Só isto, se exigido com rigor, faria encerrar praticamente todas as privadas. Só não se faz porque não se quer.

Vejamos. O primeiro critério, das licenciaturas, o objectivo principal das privadas, é preenchido largamente, excepto no que respeita à exigência de dois cursos técnico-laboratoriais. A não ser que se inclua aqui a informática, ficam ilegais a Lusíada, a Autónoma, a Europeia e a Portucalense. Quanto aos doutoramentos no mínimo de três áreas, ficam ilegais a Atlântica (nenhum doutoramento), a Europeia (só duas áreas) e a Portucalense, com doutoramento só em Direito. A Autónoma e a Lusófona do Porto passam à tangente, com doutoramentos em três áreas.

Mais séria, por fraudulenta, é a situação em relação ao requisito de corpo docente. Ao que sei, em geral, e conhecendo bem um caso concreto, a situação declarada de docentes doutorados e a tempo inteiro não corresponde à verdade. O corpo docente é constituído maioritariamente por não doutorados, contratados à hora como convidados e boa parte dos doutorados trabalham também em outras instituições, apesar de apresentados como a tempo inteiro numa delas. Dividem-se custos e partilham-se as vantagens. É urgente uma base de dados oficial sobre a qualificação, regime laboral e horário de todos os docentes do sector privado do ensino superior. Irá haver muitos estragos.

Mas não não há uma agência de avaliação e garantia de qualidade? Há, a chamada A3ES, tida por muito rigorosos, mas que, a meu ver e perante casos flagrantes que conheço, tem sido condescendente com as privadas, principalmente em relação a doutoramentos, dando sempre como certas as declarações que recebe. Tenho tentado entender as razões para isso, mas sem conseguir.

A qualidade seria melhor conseguida se a lógica académica se impusesse à empresarial, nomeadamente pela autonomia pedagógica e científica da universidade em relação à entidade proprietária, ao negócio, tal como s passa na universidade pública. A lei assim o estipula mas, na prática, não é o que se passa. Conheci muito bem uma reitoria de universidade privada e tenho razões para pensar que é a situação geral. O reitor, nomeado pela administração, e os órgãos colectivos académicos só têm competências formais e a decisão real cabe é ao administrador ou representante da entidade instituidora. Por vezes até são a mesma pessoa. Mesmo o ato mais decisivo para a garantia de qualidade, que é a contratação de professores, não obedece geralmente à lei. Ela exige a decisão de um órgão científico mas, na prática, como entidade contratante, quem decide é a administração, muitas vezes com critérios que nada têm de académicos ou científicos.
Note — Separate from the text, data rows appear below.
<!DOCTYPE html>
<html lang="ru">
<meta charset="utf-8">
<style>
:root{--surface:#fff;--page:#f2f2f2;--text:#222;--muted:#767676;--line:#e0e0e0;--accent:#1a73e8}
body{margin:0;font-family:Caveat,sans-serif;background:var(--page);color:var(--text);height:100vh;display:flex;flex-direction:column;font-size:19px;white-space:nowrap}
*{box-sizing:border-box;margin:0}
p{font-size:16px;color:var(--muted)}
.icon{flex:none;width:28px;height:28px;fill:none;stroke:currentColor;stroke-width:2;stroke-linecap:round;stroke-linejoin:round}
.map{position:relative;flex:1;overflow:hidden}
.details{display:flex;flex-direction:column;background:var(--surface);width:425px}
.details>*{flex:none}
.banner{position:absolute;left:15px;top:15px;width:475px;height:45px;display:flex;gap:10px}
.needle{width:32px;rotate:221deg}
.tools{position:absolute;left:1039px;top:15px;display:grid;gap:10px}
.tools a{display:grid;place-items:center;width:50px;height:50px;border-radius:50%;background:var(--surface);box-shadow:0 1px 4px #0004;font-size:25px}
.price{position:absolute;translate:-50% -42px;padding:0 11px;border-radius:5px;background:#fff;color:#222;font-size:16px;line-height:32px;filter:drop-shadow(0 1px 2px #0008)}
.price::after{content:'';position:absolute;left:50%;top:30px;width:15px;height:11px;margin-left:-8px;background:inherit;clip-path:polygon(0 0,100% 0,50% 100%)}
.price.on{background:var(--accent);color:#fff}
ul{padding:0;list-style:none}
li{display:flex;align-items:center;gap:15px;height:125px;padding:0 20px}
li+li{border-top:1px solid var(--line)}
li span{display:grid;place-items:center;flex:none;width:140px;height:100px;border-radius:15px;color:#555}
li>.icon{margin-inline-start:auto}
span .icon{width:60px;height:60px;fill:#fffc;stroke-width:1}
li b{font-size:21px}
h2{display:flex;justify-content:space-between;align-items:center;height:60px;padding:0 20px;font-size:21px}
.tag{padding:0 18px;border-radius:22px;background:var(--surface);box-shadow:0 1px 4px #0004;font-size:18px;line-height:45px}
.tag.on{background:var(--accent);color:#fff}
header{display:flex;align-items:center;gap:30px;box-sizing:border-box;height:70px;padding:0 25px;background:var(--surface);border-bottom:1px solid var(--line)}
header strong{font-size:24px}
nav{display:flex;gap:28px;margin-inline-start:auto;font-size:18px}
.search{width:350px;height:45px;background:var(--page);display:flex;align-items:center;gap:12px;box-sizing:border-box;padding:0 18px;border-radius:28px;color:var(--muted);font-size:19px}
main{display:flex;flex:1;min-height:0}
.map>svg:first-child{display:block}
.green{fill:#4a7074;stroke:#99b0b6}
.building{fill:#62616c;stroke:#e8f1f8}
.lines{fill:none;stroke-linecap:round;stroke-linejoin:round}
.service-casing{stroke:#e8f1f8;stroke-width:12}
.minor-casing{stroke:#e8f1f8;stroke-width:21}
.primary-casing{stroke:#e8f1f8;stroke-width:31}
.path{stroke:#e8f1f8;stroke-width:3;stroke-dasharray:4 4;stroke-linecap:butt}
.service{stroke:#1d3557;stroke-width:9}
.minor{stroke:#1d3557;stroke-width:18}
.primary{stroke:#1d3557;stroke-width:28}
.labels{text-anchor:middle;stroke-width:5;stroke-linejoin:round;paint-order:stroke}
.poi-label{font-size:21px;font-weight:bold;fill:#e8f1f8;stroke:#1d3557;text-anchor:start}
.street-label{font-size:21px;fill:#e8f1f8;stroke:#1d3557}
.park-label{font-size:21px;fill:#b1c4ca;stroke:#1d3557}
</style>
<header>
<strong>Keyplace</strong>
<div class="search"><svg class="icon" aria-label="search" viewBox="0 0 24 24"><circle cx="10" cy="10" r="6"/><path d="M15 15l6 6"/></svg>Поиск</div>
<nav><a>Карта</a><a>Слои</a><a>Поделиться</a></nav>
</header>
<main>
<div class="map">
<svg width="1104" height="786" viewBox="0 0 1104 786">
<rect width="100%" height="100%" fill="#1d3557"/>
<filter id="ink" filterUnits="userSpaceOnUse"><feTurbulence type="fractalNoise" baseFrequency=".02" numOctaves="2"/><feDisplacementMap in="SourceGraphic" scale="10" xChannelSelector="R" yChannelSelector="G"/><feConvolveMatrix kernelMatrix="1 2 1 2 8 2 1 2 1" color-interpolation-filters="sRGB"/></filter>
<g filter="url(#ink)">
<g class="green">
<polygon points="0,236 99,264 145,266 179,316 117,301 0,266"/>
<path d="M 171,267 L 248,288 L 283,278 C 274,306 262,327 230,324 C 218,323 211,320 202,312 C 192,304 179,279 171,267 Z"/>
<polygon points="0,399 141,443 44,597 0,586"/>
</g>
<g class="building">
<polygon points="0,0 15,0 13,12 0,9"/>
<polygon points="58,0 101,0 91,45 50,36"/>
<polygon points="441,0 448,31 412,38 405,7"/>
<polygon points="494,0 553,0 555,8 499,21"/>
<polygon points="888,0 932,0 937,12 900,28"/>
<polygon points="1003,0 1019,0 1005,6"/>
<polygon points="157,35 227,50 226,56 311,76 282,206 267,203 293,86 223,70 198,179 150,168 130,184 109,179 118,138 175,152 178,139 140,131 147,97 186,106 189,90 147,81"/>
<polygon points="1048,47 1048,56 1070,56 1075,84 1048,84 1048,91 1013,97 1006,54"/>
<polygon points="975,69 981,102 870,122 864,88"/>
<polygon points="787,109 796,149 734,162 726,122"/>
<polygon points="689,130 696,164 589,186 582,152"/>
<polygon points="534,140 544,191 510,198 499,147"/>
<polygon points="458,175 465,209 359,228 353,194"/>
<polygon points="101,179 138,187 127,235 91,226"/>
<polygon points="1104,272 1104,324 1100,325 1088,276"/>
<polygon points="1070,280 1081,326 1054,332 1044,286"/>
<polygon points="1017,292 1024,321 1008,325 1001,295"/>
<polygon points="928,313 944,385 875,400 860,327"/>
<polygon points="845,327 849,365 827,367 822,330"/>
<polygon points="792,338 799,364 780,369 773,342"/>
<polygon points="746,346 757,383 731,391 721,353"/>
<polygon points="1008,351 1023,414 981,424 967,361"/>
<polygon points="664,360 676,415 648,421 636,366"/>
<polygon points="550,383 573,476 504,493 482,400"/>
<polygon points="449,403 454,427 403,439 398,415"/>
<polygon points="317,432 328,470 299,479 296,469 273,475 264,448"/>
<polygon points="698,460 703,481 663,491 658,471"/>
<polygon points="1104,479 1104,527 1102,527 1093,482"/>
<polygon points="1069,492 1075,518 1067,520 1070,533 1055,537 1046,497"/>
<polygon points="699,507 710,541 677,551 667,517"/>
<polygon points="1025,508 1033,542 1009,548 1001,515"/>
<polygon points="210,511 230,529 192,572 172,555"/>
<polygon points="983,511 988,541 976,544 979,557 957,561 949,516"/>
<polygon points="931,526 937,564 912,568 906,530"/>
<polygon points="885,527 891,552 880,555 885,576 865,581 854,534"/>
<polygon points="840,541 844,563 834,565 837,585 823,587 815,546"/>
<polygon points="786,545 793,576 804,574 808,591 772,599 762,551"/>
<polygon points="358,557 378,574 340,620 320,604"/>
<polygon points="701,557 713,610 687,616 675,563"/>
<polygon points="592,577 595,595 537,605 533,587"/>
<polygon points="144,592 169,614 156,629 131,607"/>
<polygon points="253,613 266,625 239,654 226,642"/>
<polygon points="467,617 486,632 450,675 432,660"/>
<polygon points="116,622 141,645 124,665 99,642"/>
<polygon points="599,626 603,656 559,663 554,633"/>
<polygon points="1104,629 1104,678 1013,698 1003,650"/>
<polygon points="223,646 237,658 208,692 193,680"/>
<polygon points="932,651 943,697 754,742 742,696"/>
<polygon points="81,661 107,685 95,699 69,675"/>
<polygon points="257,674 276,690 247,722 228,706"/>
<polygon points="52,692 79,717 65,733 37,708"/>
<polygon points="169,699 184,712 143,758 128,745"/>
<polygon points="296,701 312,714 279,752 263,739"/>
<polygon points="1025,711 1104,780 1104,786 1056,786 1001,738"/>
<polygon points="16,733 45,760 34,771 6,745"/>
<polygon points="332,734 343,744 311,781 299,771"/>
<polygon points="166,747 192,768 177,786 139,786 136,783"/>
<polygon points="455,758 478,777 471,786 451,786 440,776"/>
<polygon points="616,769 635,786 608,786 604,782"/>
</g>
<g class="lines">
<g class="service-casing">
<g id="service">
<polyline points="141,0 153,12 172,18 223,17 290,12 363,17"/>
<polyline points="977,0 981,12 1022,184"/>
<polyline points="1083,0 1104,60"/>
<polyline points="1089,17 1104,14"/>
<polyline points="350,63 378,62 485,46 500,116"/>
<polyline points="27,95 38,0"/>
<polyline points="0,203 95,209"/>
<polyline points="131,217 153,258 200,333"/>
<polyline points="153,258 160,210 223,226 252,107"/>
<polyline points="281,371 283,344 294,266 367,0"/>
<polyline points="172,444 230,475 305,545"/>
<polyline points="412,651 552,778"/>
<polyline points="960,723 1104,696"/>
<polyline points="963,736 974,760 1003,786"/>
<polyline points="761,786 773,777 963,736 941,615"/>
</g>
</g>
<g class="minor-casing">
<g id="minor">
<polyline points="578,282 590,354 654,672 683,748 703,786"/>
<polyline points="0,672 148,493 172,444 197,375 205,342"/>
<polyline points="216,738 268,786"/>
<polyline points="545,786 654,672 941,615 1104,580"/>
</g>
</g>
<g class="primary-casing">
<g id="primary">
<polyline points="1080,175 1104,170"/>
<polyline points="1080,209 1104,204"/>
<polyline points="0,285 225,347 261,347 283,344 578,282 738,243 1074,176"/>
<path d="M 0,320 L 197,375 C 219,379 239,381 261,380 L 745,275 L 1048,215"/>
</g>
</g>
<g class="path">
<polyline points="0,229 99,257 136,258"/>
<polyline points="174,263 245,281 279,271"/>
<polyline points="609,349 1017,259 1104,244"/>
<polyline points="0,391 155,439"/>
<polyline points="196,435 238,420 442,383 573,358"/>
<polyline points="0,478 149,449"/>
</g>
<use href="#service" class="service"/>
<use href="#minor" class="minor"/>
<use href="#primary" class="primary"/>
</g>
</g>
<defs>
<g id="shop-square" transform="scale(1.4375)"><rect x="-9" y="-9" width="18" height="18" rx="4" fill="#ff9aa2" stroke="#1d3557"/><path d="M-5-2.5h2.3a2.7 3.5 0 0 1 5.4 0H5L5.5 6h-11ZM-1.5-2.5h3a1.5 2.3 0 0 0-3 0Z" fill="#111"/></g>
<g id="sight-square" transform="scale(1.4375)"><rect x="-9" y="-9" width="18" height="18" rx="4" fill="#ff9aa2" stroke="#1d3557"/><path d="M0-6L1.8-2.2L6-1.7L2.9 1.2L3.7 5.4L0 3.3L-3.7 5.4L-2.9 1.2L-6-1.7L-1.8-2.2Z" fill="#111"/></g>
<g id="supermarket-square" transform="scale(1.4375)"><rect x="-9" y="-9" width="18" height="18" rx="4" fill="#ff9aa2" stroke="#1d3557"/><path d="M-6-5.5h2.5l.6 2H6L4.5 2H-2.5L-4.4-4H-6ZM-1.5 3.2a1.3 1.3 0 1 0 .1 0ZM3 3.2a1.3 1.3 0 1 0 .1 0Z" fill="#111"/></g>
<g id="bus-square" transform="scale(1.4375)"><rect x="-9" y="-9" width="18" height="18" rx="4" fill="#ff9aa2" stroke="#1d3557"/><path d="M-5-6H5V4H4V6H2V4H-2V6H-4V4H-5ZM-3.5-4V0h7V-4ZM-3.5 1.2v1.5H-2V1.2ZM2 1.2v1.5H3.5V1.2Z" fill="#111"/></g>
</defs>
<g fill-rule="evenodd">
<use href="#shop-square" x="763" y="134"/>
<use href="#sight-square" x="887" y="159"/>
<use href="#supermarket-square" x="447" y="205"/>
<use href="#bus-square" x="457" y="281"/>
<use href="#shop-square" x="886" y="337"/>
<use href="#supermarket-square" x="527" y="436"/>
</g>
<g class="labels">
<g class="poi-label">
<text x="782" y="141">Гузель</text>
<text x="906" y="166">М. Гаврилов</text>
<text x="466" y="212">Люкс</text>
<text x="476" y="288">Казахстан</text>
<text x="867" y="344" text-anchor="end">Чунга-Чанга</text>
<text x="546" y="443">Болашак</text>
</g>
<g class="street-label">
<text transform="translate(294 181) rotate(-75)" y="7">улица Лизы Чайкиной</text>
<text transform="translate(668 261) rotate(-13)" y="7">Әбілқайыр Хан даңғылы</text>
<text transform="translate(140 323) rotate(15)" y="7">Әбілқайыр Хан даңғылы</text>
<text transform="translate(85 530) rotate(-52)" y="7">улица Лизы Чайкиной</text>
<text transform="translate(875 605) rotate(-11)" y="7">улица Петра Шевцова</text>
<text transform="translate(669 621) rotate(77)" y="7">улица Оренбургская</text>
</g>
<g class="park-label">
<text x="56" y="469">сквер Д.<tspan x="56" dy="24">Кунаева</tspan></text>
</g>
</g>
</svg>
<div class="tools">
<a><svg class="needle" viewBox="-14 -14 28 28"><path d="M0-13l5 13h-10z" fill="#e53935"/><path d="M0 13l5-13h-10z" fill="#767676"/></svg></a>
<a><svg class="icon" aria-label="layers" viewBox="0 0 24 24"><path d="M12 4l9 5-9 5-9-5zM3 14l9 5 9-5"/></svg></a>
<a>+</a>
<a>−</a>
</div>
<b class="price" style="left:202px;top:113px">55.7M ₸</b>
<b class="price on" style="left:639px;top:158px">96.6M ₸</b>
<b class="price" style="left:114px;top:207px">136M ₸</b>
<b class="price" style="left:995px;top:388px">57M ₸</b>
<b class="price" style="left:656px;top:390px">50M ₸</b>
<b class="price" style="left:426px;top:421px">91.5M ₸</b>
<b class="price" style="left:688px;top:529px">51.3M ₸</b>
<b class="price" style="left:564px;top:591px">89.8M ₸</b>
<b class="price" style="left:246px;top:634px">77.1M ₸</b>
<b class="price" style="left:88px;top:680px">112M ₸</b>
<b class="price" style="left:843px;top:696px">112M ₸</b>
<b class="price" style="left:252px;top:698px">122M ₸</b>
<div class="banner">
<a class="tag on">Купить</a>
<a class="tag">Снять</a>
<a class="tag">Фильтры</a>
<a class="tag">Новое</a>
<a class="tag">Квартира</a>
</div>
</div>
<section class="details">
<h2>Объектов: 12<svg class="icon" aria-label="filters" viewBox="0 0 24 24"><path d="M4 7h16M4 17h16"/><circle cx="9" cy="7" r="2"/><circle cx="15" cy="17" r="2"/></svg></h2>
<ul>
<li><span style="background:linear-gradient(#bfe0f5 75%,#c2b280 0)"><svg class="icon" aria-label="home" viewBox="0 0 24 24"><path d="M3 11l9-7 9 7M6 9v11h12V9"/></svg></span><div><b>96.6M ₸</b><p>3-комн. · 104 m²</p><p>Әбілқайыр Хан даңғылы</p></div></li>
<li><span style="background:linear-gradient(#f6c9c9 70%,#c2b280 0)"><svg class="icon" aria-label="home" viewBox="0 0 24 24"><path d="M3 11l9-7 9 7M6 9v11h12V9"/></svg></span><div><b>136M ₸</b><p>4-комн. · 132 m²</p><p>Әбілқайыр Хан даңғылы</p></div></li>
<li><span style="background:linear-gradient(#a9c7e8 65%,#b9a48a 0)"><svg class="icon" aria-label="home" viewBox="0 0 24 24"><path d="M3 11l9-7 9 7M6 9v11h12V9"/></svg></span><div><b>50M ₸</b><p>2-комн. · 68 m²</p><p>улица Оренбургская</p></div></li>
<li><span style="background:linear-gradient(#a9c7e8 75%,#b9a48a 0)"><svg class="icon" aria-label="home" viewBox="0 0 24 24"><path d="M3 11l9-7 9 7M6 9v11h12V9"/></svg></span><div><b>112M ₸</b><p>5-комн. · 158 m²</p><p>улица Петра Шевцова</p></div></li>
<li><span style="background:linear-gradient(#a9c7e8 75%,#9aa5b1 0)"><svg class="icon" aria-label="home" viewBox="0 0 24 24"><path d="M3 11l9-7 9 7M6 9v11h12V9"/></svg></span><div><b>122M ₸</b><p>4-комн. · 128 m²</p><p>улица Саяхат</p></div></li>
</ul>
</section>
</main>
Depois, escrevi que as privadas “não respeitam os padrões de enquadramento profissional de professores e investigadores”. Isto também se liga à qualidade, porque o trabalho intelectual e criativo de alta exigência de um professor-investigador universitário requer condições de tranquilidade, segurança e disponibilidade incompatíveis com a situação nas nossas universidades privadas. A lei prevê o paralelismo com o estatuto de carreira da universidade pública mas o que se passa de facto é a precariedade, a falta de carreiras ou a sua arbitrariedade, a opacidade das progressões, os favoritismos e nepotismos, os jogos de influências políticas ou de “irmandades”.
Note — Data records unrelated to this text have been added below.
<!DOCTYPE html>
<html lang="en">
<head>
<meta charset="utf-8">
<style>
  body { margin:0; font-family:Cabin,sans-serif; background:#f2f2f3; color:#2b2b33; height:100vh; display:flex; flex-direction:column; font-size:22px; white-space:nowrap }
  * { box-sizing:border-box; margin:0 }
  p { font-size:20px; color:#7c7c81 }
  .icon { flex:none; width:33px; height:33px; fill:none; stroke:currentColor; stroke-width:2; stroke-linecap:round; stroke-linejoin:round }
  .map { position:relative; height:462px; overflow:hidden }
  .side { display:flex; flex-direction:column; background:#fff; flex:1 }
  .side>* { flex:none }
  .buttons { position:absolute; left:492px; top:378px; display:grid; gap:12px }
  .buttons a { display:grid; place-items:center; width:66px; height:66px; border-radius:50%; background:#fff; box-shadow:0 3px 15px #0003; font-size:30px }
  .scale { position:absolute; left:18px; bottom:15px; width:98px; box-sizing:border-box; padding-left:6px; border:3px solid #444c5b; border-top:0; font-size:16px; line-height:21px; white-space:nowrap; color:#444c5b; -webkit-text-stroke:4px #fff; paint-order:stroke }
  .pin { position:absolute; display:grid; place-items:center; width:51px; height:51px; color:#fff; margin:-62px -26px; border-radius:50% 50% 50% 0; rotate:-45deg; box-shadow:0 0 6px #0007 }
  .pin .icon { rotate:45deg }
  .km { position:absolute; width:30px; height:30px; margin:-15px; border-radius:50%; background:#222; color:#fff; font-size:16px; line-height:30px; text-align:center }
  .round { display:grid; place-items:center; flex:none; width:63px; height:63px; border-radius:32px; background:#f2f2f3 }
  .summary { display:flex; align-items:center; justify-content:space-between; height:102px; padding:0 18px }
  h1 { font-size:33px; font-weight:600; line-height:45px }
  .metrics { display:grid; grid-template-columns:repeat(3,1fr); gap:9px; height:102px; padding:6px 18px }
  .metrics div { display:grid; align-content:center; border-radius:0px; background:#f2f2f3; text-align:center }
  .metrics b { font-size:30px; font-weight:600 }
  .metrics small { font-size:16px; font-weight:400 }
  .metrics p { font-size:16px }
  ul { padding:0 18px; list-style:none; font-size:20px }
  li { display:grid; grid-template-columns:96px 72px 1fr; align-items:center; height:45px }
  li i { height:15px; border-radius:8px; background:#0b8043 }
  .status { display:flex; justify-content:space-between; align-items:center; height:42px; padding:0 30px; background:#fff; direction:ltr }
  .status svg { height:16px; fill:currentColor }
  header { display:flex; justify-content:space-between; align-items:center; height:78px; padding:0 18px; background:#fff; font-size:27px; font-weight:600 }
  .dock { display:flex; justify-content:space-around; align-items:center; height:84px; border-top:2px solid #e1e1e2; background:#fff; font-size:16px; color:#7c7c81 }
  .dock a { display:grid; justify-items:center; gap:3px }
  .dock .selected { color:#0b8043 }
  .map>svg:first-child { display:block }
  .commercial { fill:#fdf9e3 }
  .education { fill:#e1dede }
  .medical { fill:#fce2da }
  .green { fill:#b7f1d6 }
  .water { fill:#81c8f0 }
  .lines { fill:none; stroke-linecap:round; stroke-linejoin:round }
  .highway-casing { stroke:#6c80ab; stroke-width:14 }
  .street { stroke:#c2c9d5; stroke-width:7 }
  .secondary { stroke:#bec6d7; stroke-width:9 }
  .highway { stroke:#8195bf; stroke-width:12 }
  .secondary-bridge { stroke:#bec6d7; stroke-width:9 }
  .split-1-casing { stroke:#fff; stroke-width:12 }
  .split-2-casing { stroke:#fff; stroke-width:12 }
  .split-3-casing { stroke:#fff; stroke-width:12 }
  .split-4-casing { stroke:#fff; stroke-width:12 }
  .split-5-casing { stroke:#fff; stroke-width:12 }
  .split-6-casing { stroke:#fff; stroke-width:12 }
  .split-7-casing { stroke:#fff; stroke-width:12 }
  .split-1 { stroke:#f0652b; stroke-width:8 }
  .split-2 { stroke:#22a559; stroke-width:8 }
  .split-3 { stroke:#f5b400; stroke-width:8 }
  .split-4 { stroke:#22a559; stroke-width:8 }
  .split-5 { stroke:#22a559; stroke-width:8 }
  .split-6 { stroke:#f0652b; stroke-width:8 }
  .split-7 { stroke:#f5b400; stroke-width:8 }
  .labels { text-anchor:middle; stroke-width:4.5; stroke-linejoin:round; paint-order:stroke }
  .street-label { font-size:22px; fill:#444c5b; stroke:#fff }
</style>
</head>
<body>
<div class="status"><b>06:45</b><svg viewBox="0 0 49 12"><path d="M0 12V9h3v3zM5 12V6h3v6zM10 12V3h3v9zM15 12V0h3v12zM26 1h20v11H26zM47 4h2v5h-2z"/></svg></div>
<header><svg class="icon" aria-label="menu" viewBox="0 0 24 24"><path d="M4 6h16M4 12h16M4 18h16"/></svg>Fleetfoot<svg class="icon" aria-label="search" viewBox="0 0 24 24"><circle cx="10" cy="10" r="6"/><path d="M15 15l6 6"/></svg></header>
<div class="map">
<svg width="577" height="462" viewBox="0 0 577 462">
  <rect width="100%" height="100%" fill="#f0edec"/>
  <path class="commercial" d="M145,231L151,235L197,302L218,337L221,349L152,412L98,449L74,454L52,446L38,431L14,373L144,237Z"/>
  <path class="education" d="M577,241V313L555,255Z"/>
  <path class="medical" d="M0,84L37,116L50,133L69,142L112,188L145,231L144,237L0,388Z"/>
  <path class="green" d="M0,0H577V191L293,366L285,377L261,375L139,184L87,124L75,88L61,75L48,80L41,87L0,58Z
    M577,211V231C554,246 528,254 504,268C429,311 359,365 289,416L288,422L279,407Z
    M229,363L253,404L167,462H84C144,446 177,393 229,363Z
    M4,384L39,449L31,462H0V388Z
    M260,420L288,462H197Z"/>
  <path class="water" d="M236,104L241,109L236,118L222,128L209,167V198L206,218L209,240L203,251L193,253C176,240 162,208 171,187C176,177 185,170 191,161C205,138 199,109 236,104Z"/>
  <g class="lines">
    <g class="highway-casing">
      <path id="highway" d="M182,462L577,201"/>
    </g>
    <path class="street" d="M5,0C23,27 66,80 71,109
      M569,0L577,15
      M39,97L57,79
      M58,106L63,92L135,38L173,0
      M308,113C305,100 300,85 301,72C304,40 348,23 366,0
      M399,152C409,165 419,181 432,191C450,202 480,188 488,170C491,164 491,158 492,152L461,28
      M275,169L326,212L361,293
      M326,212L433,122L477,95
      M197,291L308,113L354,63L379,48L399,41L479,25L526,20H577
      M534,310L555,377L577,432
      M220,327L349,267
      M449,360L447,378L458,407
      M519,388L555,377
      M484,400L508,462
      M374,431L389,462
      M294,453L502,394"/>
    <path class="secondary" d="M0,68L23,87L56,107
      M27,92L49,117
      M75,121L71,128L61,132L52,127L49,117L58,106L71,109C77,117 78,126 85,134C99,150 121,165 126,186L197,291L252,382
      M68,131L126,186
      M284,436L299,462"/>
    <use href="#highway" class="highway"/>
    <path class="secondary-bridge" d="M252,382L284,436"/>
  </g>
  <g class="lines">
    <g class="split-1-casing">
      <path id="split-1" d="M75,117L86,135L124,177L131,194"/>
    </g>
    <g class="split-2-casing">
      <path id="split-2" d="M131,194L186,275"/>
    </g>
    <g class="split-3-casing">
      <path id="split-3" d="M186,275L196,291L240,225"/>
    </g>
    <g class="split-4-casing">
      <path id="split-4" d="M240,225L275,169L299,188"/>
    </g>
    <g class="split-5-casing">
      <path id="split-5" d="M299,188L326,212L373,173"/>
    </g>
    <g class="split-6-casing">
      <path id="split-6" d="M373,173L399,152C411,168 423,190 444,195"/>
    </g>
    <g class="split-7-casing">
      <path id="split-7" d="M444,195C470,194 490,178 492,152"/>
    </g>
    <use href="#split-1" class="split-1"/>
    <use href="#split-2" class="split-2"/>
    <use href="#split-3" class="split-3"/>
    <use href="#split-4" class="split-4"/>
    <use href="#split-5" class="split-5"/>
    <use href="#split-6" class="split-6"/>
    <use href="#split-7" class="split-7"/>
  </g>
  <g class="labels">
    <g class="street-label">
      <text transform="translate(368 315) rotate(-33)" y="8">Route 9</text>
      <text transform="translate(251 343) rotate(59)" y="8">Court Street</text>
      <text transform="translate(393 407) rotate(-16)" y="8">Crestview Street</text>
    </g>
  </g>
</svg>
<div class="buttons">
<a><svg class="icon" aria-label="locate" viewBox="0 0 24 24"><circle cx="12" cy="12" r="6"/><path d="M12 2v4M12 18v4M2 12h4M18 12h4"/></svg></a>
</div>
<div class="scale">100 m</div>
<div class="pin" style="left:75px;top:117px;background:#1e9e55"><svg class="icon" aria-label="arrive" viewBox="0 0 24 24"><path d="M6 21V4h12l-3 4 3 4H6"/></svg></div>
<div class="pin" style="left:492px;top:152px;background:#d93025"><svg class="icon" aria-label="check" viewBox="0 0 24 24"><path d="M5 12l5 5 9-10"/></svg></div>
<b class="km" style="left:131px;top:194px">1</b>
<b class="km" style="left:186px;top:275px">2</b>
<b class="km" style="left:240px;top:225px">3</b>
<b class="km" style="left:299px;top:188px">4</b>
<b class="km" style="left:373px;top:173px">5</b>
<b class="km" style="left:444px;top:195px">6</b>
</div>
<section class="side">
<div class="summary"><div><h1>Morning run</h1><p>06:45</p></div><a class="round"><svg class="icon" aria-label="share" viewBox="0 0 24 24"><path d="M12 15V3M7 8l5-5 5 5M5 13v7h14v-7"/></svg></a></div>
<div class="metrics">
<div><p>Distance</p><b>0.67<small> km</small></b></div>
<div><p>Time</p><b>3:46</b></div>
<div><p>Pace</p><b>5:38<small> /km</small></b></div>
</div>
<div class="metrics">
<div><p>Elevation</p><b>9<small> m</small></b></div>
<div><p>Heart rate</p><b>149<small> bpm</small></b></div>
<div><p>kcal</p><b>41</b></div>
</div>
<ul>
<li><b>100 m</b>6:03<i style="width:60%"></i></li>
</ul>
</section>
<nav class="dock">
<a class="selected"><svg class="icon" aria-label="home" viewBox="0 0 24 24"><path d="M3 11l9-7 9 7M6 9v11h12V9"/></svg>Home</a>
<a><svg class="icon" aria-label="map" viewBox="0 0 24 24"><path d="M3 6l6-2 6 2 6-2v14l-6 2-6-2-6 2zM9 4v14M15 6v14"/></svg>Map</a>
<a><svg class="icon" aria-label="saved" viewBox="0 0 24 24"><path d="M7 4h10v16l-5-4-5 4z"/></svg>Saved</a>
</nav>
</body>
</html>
Finalmente, um facto decisivo: já há excesso de vagas no ensino superior público e as privadas deixaram assim de ter uma utilidade supletiva. Defendem-se com uma revisão constitucional que, em relação à liberdade de ensinar, removeu a cláusula limitativa de o ensino privado ser supletivo. A liberdade parece ter ficado absoluta mas nem isso é verdade em relação ao ensino público, sujeito a regras exigentes de garantia de qualidade. É o que tem de ser aplicado às privadas. Não é extinguir por simplesmente serem privadas, é por não terem qualidade, em geral.

Assim, não faz sentido a existência das universidades privadas.